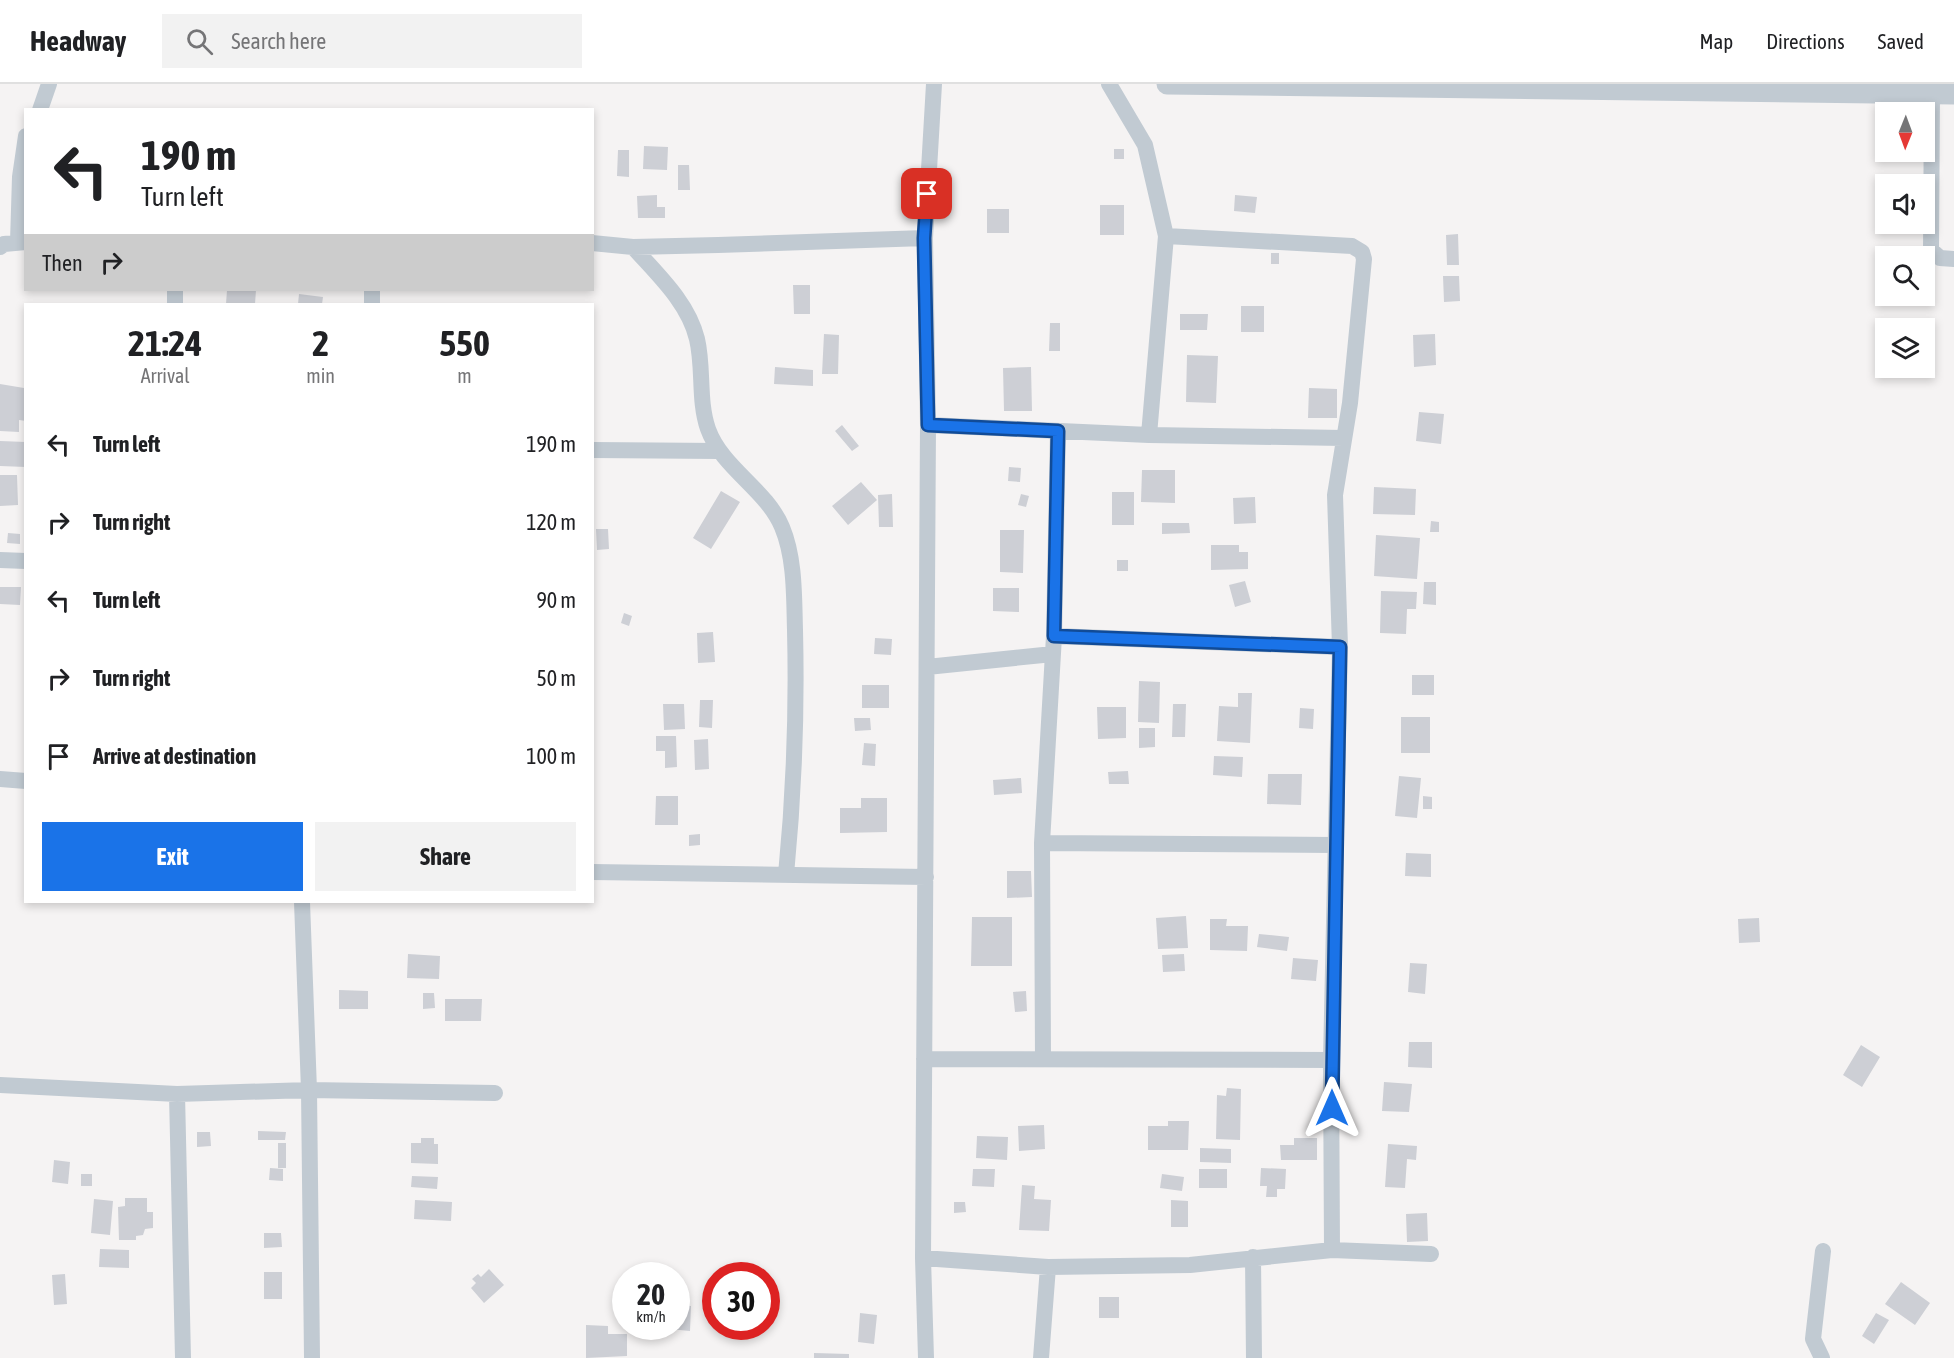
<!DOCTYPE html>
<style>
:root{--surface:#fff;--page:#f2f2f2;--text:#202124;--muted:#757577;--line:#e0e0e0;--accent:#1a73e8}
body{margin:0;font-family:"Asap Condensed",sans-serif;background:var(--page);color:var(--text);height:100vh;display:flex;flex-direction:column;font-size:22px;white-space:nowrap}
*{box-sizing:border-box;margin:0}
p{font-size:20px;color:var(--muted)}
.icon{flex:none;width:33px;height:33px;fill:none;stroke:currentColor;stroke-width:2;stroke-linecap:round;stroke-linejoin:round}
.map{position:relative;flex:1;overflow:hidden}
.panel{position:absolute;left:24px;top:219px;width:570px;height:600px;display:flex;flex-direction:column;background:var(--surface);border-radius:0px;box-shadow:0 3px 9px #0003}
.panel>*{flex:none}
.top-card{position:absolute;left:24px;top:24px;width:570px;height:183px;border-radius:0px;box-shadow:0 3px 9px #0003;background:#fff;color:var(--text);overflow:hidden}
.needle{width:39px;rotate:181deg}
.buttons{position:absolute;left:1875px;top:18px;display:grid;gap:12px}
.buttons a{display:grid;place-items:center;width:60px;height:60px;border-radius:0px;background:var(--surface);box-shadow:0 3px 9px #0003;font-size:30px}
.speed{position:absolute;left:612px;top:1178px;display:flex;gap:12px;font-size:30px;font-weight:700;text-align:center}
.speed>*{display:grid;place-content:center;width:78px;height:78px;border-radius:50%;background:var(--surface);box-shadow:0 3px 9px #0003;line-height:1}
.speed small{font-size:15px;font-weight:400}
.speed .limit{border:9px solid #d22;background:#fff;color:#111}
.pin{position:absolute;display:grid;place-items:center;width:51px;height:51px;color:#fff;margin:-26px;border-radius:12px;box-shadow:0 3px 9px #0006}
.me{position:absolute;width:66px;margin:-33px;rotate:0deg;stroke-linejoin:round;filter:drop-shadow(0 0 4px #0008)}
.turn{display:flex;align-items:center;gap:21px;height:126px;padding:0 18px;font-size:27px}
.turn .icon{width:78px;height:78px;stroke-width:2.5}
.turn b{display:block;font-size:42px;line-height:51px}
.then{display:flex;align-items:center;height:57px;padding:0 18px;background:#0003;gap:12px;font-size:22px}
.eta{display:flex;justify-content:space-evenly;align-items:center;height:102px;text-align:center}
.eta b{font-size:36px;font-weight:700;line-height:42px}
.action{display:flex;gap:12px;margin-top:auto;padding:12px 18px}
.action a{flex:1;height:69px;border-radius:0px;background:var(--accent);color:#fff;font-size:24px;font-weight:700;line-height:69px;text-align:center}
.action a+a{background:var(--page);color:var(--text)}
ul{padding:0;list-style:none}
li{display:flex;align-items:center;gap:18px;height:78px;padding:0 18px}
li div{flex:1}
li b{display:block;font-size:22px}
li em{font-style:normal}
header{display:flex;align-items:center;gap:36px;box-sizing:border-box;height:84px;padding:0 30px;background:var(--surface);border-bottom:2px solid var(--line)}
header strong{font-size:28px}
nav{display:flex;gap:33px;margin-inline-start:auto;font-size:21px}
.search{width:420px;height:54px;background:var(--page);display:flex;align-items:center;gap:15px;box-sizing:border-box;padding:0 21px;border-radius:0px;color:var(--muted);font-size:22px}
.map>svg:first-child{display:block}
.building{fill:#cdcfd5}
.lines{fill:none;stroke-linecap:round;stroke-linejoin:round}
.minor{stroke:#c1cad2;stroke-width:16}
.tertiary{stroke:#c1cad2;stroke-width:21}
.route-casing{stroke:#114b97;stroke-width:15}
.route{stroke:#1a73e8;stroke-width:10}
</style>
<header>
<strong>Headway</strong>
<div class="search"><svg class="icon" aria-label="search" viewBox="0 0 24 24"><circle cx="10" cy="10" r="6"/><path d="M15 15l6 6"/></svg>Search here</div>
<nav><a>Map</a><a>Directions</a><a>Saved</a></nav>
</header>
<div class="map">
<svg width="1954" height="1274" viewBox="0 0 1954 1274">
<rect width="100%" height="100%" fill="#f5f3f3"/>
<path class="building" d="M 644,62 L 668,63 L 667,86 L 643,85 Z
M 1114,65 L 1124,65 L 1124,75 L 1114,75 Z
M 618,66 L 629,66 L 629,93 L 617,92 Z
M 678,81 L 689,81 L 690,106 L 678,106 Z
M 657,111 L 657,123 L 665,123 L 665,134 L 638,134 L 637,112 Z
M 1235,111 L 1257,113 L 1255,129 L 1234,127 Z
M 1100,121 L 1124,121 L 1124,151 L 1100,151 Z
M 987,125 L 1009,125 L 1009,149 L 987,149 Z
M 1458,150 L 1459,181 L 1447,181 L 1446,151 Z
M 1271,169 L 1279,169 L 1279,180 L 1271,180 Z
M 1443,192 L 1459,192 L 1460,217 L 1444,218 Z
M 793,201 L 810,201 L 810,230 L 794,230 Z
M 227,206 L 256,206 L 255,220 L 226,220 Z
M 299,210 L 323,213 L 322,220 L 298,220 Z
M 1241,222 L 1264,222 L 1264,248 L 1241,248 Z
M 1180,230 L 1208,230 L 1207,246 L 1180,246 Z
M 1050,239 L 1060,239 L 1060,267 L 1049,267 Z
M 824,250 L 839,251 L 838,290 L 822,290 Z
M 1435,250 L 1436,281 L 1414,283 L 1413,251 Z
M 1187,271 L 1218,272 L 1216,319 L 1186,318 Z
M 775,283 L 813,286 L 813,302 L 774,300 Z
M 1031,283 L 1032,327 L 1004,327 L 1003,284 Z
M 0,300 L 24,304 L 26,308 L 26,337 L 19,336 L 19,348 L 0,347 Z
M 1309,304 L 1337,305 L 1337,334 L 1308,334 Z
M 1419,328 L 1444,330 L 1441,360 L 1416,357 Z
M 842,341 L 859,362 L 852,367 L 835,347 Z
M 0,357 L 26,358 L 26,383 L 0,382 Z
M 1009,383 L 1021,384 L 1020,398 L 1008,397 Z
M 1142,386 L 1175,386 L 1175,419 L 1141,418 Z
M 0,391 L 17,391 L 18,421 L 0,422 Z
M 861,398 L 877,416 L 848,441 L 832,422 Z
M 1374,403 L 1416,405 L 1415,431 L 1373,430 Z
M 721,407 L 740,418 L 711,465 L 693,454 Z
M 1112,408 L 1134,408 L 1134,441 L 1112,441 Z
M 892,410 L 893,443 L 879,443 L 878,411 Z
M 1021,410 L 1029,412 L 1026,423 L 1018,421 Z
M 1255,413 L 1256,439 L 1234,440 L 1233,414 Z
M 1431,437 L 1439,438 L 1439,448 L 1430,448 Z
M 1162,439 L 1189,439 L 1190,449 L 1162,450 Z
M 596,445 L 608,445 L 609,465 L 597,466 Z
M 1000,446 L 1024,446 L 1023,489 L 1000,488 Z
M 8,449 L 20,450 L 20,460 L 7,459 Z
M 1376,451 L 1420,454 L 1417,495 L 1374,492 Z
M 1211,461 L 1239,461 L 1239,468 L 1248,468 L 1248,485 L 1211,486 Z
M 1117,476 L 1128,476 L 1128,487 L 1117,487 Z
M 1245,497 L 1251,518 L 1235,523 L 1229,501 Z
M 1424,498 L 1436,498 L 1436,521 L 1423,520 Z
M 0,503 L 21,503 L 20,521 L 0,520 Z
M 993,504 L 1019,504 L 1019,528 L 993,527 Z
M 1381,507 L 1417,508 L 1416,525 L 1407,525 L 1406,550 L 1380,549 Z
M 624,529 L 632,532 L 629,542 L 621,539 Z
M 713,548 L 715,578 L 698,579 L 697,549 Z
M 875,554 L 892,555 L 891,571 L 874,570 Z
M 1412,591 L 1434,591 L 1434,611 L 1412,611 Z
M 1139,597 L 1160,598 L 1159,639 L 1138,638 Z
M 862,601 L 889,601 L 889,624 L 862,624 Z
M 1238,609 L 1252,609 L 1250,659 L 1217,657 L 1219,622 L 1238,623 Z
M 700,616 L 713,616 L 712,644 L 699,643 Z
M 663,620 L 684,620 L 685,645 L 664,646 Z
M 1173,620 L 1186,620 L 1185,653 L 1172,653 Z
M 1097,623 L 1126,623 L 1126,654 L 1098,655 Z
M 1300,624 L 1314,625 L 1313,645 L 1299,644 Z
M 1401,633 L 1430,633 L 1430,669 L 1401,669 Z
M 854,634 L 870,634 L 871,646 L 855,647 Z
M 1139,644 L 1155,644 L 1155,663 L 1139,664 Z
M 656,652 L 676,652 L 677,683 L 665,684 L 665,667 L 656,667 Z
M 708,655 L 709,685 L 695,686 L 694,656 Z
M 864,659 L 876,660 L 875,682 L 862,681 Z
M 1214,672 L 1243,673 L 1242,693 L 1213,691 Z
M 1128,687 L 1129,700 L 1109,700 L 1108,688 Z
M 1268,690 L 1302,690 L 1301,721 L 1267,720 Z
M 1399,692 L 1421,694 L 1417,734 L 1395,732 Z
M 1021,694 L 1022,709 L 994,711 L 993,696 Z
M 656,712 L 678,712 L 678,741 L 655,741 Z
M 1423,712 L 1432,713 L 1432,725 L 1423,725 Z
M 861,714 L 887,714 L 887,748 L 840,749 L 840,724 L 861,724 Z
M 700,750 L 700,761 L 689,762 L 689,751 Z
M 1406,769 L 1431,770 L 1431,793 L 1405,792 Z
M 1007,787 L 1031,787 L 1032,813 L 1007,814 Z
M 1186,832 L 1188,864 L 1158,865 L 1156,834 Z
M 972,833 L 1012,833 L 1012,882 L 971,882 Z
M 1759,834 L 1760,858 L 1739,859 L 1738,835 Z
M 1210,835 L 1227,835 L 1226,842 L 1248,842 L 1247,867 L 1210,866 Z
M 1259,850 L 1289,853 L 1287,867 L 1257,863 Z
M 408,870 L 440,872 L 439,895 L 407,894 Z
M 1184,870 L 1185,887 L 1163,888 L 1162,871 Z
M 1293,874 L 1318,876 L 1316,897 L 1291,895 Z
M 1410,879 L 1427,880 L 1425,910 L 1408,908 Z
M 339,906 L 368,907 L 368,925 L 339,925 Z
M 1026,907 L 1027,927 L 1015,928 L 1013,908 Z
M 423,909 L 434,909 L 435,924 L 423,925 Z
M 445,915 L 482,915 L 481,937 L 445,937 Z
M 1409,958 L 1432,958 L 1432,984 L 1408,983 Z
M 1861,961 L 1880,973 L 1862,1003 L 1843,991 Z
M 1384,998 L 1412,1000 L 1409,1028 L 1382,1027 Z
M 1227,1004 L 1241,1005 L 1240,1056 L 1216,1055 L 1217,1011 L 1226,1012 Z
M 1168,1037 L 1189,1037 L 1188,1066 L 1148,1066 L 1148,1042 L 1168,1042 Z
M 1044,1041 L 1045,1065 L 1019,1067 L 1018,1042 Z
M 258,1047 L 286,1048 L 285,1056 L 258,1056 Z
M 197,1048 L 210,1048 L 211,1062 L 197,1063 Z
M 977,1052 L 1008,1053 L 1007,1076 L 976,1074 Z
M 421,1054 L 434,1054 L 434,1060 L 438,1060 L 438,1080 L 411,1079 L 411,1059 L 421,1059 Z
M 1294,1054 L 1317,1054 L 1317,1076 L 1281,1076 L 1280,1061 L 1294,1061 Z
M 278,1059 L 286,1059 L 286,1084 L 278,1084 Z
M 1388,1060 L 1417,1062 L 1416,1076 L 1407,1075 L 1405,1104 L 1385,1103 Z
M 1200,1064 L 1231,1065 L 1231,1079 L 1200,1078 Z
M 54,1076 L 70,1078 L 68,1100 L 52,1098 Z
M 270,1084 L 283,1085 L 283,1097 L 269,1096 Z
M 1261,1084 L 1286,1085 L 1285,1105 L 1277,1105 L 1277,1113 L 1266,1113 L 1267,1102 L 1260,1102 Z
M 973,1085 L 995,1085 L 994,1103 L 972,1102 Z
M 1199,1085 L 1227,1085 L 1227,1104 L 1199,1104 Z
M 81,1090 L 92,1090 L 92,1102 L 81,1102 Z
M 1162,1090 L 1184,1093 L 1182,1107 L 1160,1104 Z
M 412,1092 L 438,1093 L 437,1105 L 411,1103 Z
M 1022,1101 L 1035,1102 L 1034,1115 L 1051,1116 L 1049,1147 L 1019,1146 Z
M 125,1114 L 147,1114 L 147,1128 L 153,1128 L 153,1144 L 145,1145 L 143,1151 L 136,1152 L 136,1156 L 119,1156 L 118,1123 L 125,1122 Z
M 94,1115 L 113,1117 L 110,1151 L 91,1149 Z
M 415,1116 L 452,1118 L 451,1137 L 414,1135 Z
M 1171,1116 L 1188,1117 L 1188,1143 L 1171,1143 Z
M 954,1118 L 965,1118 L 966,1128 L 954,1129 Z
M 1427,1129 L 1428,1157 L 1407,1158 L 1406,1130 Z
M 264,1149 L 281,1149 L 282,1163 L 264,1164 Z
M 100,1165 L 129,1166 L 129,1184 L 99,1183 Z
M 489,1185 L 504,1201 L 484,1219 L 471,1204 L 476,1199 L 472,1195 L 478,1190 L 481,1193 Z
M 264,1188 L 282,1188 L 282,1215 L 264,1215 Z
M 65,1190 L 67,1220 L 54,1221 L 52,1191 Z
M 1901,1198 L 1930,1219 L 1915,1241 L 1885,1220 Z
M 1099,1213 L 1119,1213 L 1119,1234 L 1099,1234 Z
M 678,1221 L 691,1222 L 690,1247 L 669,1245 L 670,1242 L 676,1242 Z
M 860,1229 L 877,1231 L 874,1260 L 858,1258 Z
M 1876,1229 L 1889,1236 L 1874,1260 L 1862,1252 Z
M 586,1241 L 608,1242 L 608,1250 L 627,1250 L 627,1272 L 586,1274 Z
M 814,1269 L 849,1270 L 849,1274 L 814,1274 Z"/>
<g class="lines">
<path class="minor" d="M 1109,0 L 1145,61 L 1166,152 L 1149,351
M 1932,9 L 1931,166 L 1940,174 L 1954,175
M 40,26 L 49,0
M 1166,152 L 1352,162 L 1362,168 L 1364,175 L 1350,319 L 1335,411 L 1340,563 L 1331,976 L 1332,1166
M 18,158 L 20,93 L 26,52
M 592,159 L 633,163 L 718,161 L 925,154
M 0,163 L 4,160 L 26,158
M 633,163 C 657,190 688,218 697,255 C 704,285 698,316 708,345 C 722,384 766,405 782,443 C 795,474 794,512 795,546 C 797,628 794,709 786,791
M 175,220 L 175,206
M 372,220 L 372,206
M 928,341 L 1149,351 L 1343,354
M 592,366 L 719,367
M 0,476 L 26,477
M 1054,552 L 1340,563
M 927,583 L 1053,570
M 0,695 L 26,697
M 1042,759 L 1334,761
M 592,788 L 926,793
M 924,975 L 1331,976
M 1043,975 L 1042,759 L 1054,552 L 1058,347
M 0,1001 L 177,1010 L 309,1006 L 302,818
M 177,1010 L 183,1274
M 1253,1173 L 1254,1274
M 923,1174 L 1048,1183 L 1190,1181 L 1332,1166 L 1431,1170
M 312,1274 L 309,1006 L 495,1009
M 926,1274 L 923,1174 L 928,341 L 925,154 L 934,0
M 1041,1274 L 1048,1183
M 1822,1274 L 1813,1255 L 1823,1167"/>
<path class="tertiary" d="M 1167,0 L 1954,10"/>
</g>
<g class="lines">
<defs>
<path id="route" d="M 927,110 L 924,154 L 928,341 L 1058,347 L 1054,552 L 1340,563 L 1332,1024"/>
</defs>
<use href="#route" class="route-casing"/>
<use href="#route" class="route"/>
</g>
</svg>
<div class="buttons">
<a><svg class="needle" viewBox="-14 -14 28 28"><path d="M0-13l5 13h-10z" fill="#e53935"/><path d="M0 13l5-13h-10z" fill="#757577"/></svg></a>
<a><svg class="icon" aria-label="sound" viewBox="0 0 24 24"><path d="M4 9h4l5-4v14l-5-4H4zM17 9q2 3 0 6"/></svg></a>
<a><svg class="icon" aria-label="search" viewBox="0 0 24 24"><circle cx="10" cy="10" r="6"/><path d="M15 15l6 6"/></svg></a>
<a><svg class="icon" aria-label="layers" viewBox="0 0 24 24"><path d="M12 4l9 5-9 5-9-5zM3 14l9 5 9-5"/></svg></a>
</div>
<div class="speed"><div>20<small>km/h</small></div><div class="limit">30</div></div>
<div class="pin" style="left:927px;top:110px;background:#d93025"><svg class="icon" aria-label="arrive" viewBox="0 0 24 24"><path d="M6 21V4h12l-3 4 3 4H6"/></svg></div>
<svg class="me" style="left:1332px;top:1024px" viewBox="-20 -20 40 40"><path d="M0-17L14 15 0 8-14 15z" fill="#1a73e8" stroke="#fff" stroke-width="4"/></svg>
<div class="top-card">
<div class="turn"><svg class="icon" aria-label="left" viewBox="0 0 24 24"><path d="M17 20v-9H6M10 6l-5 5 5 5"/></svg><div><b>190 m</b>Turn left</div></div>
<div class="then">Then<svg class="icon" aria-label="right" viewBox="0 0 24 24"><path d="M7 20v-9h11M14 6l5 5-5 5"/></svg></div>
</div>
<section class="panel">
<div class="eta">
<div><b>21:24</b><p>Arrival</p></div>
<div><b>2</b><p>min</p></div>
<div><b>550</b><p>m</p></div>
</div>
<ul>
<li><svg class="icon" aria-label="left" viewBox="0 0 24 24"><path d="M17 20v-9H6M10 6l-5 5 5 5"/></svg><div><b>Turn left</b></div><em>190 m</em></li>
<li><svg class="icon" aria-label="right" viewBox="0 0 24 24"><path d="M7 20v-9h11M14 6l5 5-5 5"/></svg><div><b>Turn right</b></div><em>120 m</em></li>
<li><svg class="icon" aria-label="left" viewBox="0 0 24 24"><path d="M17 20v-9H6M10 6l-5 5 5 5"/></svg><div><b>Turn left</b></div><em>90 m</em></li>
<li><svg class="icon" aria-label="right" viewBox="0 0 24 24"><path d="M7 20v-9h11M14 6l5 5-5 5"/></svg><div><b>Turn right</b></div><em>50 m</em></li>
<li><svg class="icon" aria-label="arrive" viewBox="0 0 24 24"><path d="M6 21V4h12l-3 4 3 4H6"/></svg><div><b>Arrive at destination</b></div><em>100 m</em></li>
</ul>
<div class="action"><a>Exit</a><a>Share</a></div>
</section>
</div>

__GOAL OF THE EXERCISE__
Out of the entries, report each line that contains the word "small".

__WRITTEN SOLUTION__
.speed small{font-size:15px;font-weight:400}
<div class="speed"><div>20<small>km/h</small></div><div class="limit">30</div></div>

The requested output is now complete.